Activity:
Set down the first line below and each line after it, ending with the one that holds "width:45px; height:45px; display:grid;". Pictures do not belong in the copy.

Data:
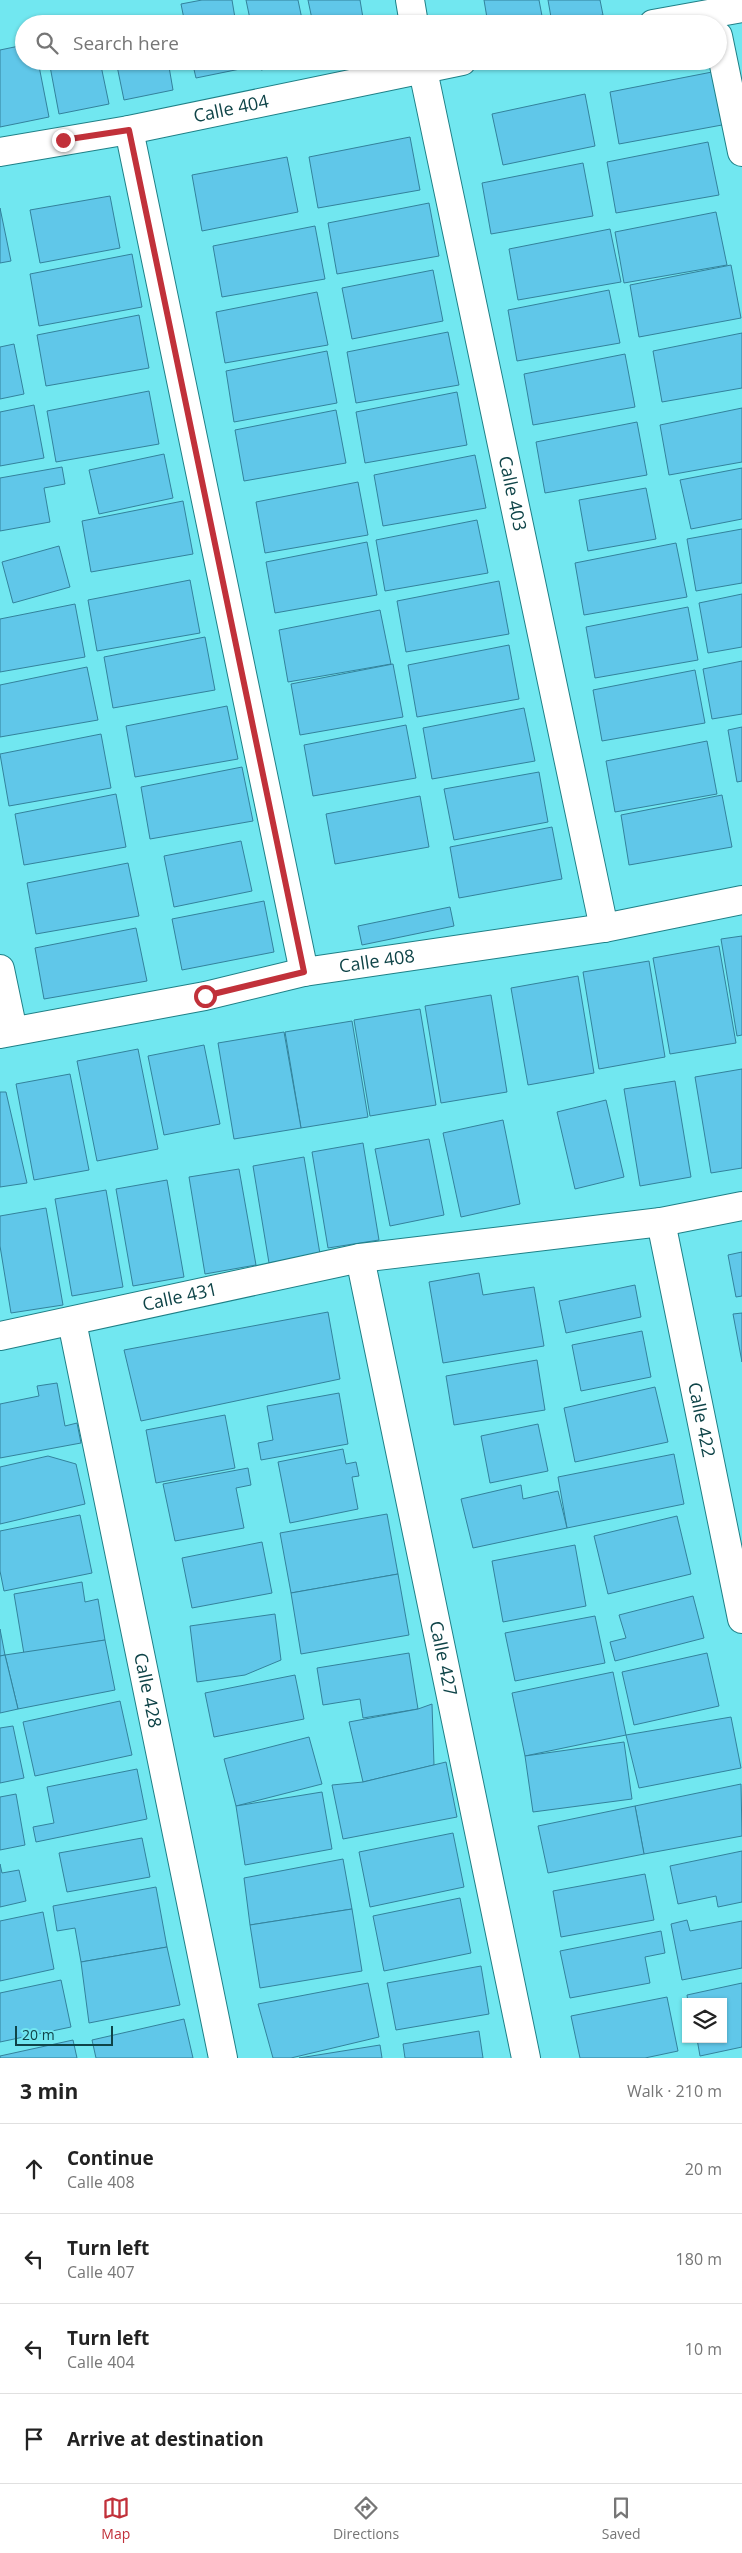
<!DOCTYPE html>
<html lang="en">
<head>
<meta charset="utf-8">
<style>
	body { margin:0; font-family:"Open Sans",sans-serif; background:#f2f2f2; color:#222 }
	.controls { position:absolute; right:15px; bottom:15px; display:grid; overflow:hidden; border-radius:0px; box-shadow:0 1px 4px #0004 }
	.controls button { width:45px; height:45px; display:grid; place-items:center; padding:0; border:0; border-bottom:1px solid #e0e0e0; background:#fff; color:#222; font:25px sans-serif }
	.scale { position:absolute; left:15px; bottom:12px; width:98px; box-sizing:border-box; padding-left:5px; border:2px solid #0f4448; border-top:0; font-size:14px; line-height:18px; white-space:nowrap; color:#0f4448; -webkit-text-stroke:4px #71e7f0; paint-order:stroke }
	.stop { position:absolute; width:15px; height:15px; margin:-11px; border:4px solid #c1313a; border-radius:50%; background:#fff }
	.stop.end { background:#c1313a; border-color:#fff; box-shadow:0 1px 5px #0008 }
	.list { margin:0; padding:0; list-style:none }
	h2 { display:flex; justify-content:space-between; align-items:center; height:65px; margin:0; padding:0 20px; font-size:21px }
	h2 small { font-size:16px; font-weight:400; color:#767676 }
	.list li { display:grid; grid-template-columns:32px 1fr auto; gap:15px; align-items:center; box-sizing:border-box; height:90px; padding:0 20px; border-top:1px solid #e0e0e0 }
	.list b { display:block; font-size:19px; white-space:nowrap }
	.list p { margin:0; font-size:16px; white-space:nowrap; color:#767676 }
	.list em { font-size:16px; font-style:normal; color:#767676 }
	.icon { flex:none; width:28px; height:28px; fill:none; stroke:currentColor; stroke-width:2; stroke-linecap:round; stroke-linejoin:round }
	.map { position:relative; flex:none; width:742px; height:2058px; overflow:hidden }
	.search { position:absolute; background:#fff; box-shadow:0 1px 4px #0004; left:15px; right:15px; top:15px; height:55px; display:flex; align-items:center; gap:12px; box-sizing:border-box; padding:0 18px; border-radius:28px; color:#767676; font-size:19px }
	.sheet { height:425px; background:#fff }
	nav { display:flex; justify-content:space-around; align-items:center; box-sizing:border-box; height:70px; border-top:1px solid #e0e0e0; background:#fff; font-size:14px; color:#767676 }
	nav a { display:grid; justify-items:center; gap:2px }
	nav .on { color:#c1313a }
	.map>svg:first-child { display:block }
</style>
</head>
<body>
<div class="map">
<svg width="742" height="2058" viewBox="0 0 742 2058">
	<rect width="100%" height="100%" fill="#71e7f0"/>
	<g fill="#60c7e9" stroke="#33829c">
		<path d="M202 0H232L236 24H185L181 4Z"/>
		<path d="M246 0H298L303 24H251Z"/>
		<path d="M308 0H360L364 24H313Z"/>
		<path d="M484 0H539L542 16 488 24Z"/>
		<path d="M548 0H600L603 15 552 23Z"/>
		<path d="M158 16 160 24H121Z"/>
		<path d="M24 45V61H38L49 117 0 127V50Z"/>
		<path d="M49 61H100L109 104 59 114Z"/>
		<path d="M116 61H168L173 90 124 100Z"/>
		<path d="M192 61H244L245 68 196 78Z"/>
		<path d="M259 61H304L261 70Z"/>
		<path d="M712 72 722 125 619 144 610 92Z"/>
		<path d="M585 94 595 146 503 165 492 114Z"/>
		<path d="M410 137 420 190 318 208 309 157Z"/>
		<path d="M708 142 719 195 616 213 607 162Z"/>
		<path d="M287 157 298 212 202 231 192 175Z"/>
		<path d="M583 163 593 216 491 234 482 183Z"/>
		<path d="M110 196 120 248 40 263 30 210Z"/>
		<path d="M429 203 439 256 337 274 328 223Z"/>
		<path d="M0 208 11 261 0 263Z"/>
		<path d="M716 212 727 265 624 283 615 232Z"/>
		<path d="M315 226 325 279 222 297 213 246Z"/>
		<path d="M610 229 621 282 518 300 509 249Z"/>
		<path d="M132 254 142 307 39 326 30 274Z"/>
		<path d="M731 265 741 318 639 337 630 285Z"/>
		<path d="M433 270 443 321 352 339 342 288Z"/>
		<path d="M609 290 620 343 517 361 508 310Z"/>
		<path d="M317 292 328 345 225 363 216 312Z"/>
		<path d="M139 315 149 368 46 386 37 335Z"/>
		<path d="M448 332 459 385 356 403 347 352Z"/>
		<path d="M742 333V388L662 402 653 351Z"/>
		<path d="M14 344 24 394 0 399V347Z"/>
		<path d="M327 351 337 403 234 422 226 371Z"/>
		<path d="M625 354 635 407 533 425 524 374Z"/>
		<path d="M149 391 159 444 56 462 47 411Z"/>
		<path d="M457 392 467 445 365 463 356 412Z"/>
		<path d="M34 405 44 458 0 466V412Z"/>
		<path d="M742 408V462L669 475 660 425Z"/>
		<path d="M336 410 346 463 244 481 235 430Z"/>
		<path d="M637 422 647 475 545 493 536 442Z"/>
		<path d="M164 454 173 498 99 514 89 470Z"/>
		<path d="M475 455 486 508 383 526 374 475Z"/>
		<path d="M62 467 65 484 44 488 50 522 0 531V478Z"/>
		<path d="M742 468V519L691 529 680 480Z"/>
		<path d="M358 482 368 535 265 553 256 502Z"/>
		<path d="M646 488 656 539 588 551 579 500Z"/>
		<path d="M183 501 193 554 91 572 82 521Z"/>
		<path d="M477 520 488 573 385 591 376 540Z"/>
		<path d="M742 529V583L696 591 687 539Z"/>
		<path d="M367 542 377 595 275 613 266 562Z"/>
		<path d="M676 543 687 597 584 615 575 563Z"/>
		<path d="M59 546 70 587 13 603 2 562Z"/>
		<path d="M190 580 200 633 97 651 88 600Z"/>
		<path d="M499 581 509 634 406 652 397 601Z"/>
		<path d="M742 594V647L708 653 699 603Z"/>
		<path d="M75 604 85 657 0 672V619Z"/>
		<path d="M688 607 698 660 595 678 586 627Z"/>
		<path d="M380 610 391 664 288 682 279 630Z"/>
		<path d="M205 637 215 690 113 708 104 657Z"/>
		<path d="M509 645 519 699 417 717 408 665Z"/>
		<path d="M742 661V714L712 719 703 669Z"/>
		<path d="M393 664 403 717 300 735 291 684Z"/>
		<path d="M87 667 98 720 0 737V685Z"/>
		<path d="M695 670 705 723 602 741 593 690Z"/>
		<path d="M227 706 238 759 135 777 126 726Z"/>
		<path d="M524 708 535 761 432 779 423 728Z"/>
		<path d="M406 725 416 778 313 796 304 745Z"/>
		<path d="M742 727V781L737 782 728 730Z"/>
		<path d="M101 734 111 788 9 806 0 754Z"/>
		<path d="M707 741 717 794 615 812 606 761Z"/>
		<path d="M242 767 253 821 150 839 141 787Z"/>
		<path d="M539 772 548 822 454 840 444 789Z"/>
		<path d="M116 794 126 847 24 865 15 814Z"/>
		<path d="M722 795 732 847 629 865 621 815Z"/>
		<path d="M420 796 429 847 335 864 326 814Z"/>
		<path d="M552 827 562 879 459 898 450 847Z"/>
		<path d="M241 841 252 891 174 907 164 856Z"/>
		<path d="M128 863 139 916 36 934 27 883Z"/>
		<path d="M264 901 274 952 182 970 172 919Z"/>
		<path d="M450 907 454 926 362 945 358 926Z"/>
		<path d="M136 928 147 981 44 999 35 948Z"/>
		<path d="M742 936V1035L737 1036 721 939Z"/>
		<path d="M719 946 736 1043 670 1054 653 958Z"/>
		<path d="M649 961 665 1057 599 1069 583 972Z"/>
		<path d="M578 976 594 1073 528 1085 511 988Z"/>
		<path d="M491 995 507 1092 441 1103 425 1006Z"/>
		<path d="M420 1009 436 1105 370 1116 354 1020Z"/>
		<path d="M352 1021 368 1117 301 1128 285 1032Z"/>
		<path d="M284 1032 301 1128 234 1139 218 1043Z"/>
		<path d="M204 1045 220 1124 164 1135 148 1056Z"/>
		<path d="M138 1049 158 1149 97 1161 77 1061Z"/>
		<path d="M742 1069V1168L711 1173 695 1077Z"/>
		<path d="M70 1074 89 1170 34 1180 16 1084Z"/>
		<path d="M675 1081 691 1177 640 1186 624 1089Z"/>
		<path d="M0 1092H6L27 1183 0 1187Z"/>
		<path d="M606 1100 624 1177 575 1189 557 1112Z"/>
		<path d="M503 1120 520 1204 461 1217 443 1133Z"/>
		<path d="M429 1139 444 1215 390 1226 375 1149Z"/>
		<path d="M363 1143 379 1240 328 1248 312 1152Z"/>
		<path d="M304 1157 320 1254 269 1263 253 1166Z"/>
		<path d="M239 1169 256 1265 205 1274 189 1177Z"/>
		<path d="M167 1180 184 1277 133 1286 116 1189Z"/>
		<path d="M106 1190 123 1287 72 1296 55 1199Z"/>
		<path d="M46 1208 63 1305 11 1313 0 1246V1216Z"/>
		<path d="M742 1252V1296L736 1297 728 1255Z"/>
		<path d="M479 1273 483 1295 534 1287 544 1346 443 1363 429 1282Z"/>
		<path d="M635 1285 641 1317 566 1333 559 1301Z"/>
		<path d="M328 1312 340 1379 141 1421 124 1350Z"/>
		<path d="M742 1313V1362L733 1314Z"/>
		<path d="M642 1331 651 1377 581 1391 572 1345Z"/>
		<path d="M537 1360 545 1410 454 1425 446 1376Z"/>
		<path d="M57 1383 65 1426 77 1423 81 1443 0 1458V1404L39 1396 37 1386Z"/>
		<path d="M655 1387 668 1442 575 1462 564 1408Z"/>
		<path d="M339 1393 348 1444 261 1460 258 1443 273 1440 267 1406Z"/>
		<path d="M225 1415 235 1468 156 1483 146 1430Z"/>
		<path d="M538 1424 548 1471 490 1483 481 1436Z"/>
		<path d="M343 1449 346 1464 356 1462 359 1476 352 1477 358 1509 290 1523 278 1462Z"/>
		<path d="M674 1454 684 1504 567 1528 558 1477Z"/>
		<path d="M48 1456 76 1464 85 1504 0 1524V1467Z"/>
		<path d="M248 1468 251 1485 236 1488 244 1528 175 1541 163 1484Z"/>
		<path d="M521 1485 523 1499 558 1491 567 1528 473 1548 461 1499Z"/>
		<path d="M387 1514 398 1574 291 1593 280 1533Z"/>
		<path d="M80 1515 92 1573 4 1591 0 1571V1531Z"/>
		<path d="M677 1516 691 1574 608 1594 594 1536Z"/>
		<path d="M262 1542 272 1593 192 1608 182 1558Z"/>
		<path d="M575 1545 586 1606 503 1622 492 1561Z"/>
		<path d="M398 1574 409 1635 301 1654 291 1593Z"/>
		<path d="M82 1582 85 1602 98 1599 105 1640 24 1654 14 1594Z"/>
		<path d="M693 1596 704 1638 615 1661 610 1642 626 1638 619 1615Z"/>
		<path d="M275 1614 281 1660 245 1675 197 1682 190 1626Z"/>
		<path d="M595 1616 605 1663 515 1681 505 1633Z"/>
		<path d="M0 1629 5 1655 0 1656Z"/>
		<path d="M105 1640 115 1690 18 1709 5 1655Z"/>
		<path d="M409 1653 418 1709 363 1718 360 1699 323 1705 317 1668Z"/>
		<path d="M707 1653 719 1706 634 1725 622 1672Z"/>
		<path d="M5 1655 18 1709 0 1713V1656Z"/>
		<path d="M613 1672 626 1735 525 1756 512 1693Z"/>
		<path d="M295 1675 304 1719 214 1737 205 1693Z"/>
		<path d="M120 1701 132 1755 35 1776 23 1722Z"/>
		<path d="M432 1704 434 1765 363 1782 349 1722 418 1709Z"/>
		<path d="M731 1717 741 1768 639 1788 626 1735Z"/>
		<path d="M13 1726 24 1778 0 1783V1728Z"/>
		<path d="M309 1737 322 1784 236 1806 224 1759Z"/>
		<path d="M624 1742 632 1799 533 1812 525 1756Z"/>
		<path d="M446 1762 457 1817 343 1839 332 1785 363 1782Z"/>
		<path d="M137 1769 147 1819 36 1842 33 1827 54 1823 47 1787Z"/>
		<path d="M741 1784 742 1836 644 1854 635 1806Z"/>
		<path d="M322 1792 332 1849 245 1865 236 1806Z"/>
		<path d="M16 1794 25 1845 0 1850V1797Z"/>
		<path d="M635 1806 644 1854 548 1873 538 1826Z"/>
		<path d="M453 1833 464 1887 370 1907 359 1852Z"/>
		<path d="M142 1838 150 1877 67 1892 59 1853Z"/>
		<path d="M742 1851V1902L718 1907 716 1896 678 1904 670 1866Z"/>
		<path d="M343 1859 352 1909 250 1925 244 1878Z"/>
		<path d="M0 1864 2 1873 19 1870 26 1901 0 1907Z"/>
		<path d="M645 1874 654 1920 561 1937 553 1891Z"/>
		<path d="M156 1887 167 1947 81 1962 75 1928 57 1931 53 1906Z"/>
		<path d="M460 1898 471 1953 384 1971 373 1916Z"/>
		<path d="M352 1909 362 1971 260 1988 250 1925Z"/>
		<path d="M43 1912 54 1969 0 1981V1921Z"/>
		<path d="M687 1920 690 1931 742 1921V1968L682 1980 671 1924Z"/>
		<path d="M661 1931 665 1953 645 1957 650 1983 570 1998 560 1951Z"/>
		<path d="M167 1947 180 2005 89 2023 81 1962Z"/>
		<path d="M481 1966 489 2014 396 2030 387 1983Z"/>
		<path d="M61 1980 71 2027 0 2042V1993Z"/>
		<path d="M368 1983 379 2037 291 2058H273L258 2004Z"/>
		<path d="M742 1983V2047L700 2056 697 2039H723V2002H688L687 1995Z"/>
		<path d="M667 1997 678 2051 645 2058H580L571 2016Z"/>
		<path d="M184 2019 193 2058H96L92 2040Z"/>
		<path d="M479 2031 483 2058H405L403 2044Z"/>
		<path d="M73 2040 77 2058H0V2056Z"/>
		<path d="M380 2045 382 2058H299Z"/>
	</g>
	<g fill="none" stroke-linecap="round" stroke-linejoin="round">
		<defs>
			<g id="minor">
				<path d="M410 0 414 24"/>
				<path d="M653 24 742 8"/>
				<path d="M718 36 742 152"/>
				<path id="s1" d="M421 61 604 928"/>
				<path d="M129 130 304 972"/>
				<path id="s2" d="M0 152 129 130 462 61"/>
				<path d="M0 969 13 1031"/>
				<path id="s3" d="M0 1034 205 996 304 972 604 928 742 900"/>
				<path id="s4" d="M661 1222 742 1619"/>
				<path id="s5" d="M360 1258 526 2058"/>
				<path id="s6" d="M72 1322 223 2058"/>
				<path id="s7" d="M0 1336 360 1258 661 1222 742 1206"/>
			</g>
		</defs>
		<use href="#minor" stroke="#1f8087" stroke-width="30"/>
		<use href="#minor" stroke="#fff" stroke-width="28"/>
	</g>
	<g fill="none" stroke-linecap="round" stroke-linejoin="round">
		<path stroke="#c1313a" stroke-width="6" d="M63 140 129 130 304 972 205 996"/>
	</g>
	<g text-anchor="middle" stroke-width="4" stroke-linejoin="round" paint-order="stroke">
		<g font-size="18" fill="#0f4448" stroke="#71e7f0">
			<text dy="6" stroke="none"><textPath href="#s2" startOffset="235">Calle 404</textPath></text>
			<text dy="6" stroke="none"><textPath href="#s1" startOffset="442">Calle 403</textPath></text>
			<text dy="6" stroke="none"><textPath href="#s3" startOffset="384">Calle 408</textPath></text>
			<text dy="6" stroke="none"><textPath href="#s7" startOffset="184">Calle 431</textPath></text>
			<text dy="6" stroke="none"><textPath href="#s4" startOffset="202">Calle 422</textPath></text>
			<text dy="6" stroke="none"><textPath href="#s5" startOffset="409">Calle 427</textPath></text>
			<text dy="6" stroke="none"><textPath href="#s6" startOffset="376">Calle 428</textPath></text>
		</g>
	</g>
</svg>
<div class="controls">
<button><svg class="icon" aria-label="layers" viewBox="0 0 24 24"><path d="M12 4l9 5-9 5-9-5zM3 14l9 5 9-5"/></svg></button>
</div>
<div class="scale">20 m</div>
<div class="stop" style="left:205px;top:996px"></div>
<div class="stop end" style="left:63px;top:140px"></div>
<div class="search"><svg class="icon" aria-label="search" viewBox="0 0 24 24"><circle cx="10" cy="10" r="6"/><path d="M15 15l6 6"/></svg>Search here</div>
</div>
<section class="sheet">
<h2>3 min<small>Walk · 210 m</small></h2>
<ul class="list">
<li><svg class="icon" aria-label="ahead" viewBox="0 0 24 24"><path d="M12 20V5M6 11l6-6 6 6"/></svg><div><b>Continue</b><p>Calle 408</p></div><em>20 m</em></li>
<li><svg class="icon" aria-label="left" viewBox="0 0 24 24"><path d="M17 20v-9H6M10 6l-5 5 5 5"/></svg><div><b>Turn left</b><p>Calle 407</p></div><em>180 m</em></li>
<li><svg class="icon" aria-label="left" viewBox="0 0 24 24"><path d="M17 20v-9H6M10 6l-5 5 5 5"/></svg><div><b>Turn left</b><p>Calle 404</p></div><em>10 m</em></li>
<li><svg class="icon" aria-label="arrive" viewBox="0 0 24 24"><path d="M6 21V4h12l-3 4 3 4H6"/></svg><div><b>Arrive at destination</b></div></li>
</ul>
</section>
<nav>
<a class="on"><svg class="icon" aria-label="map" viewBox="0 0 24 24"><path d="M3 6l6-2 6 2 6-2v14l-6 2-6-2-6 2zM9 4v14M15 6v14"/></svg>Map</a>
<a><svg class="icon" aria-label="directions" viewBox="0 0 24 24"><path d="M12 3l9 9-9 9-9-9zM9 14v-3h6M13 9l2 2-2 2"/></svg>Directions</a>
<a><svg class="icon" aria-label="saved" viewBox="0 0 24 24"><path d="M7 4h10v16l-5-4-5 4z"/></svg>Saved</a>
</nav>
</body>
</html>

Response to this task:
<!DOCTYPE html>
<html lang="en">
<head>
<meta charset="utf-8">
<style>
	body { margin:0; font-family:"Open Sans",sans-serif; background:#f2f2f2; color:#222 }
	.controls { position:absolute; right:15px; bottom:15px; display:grid; overflow:hidden; border-radius:0px; box-shadow:0 1px 4px #0004 }
	.controls button { width:45px; height:45px; display:grid; place-items:center; padding:0; border:0; border-bottom:1px solid #e0e0e0; background:#fff; color:#222; font:25px sans-serif }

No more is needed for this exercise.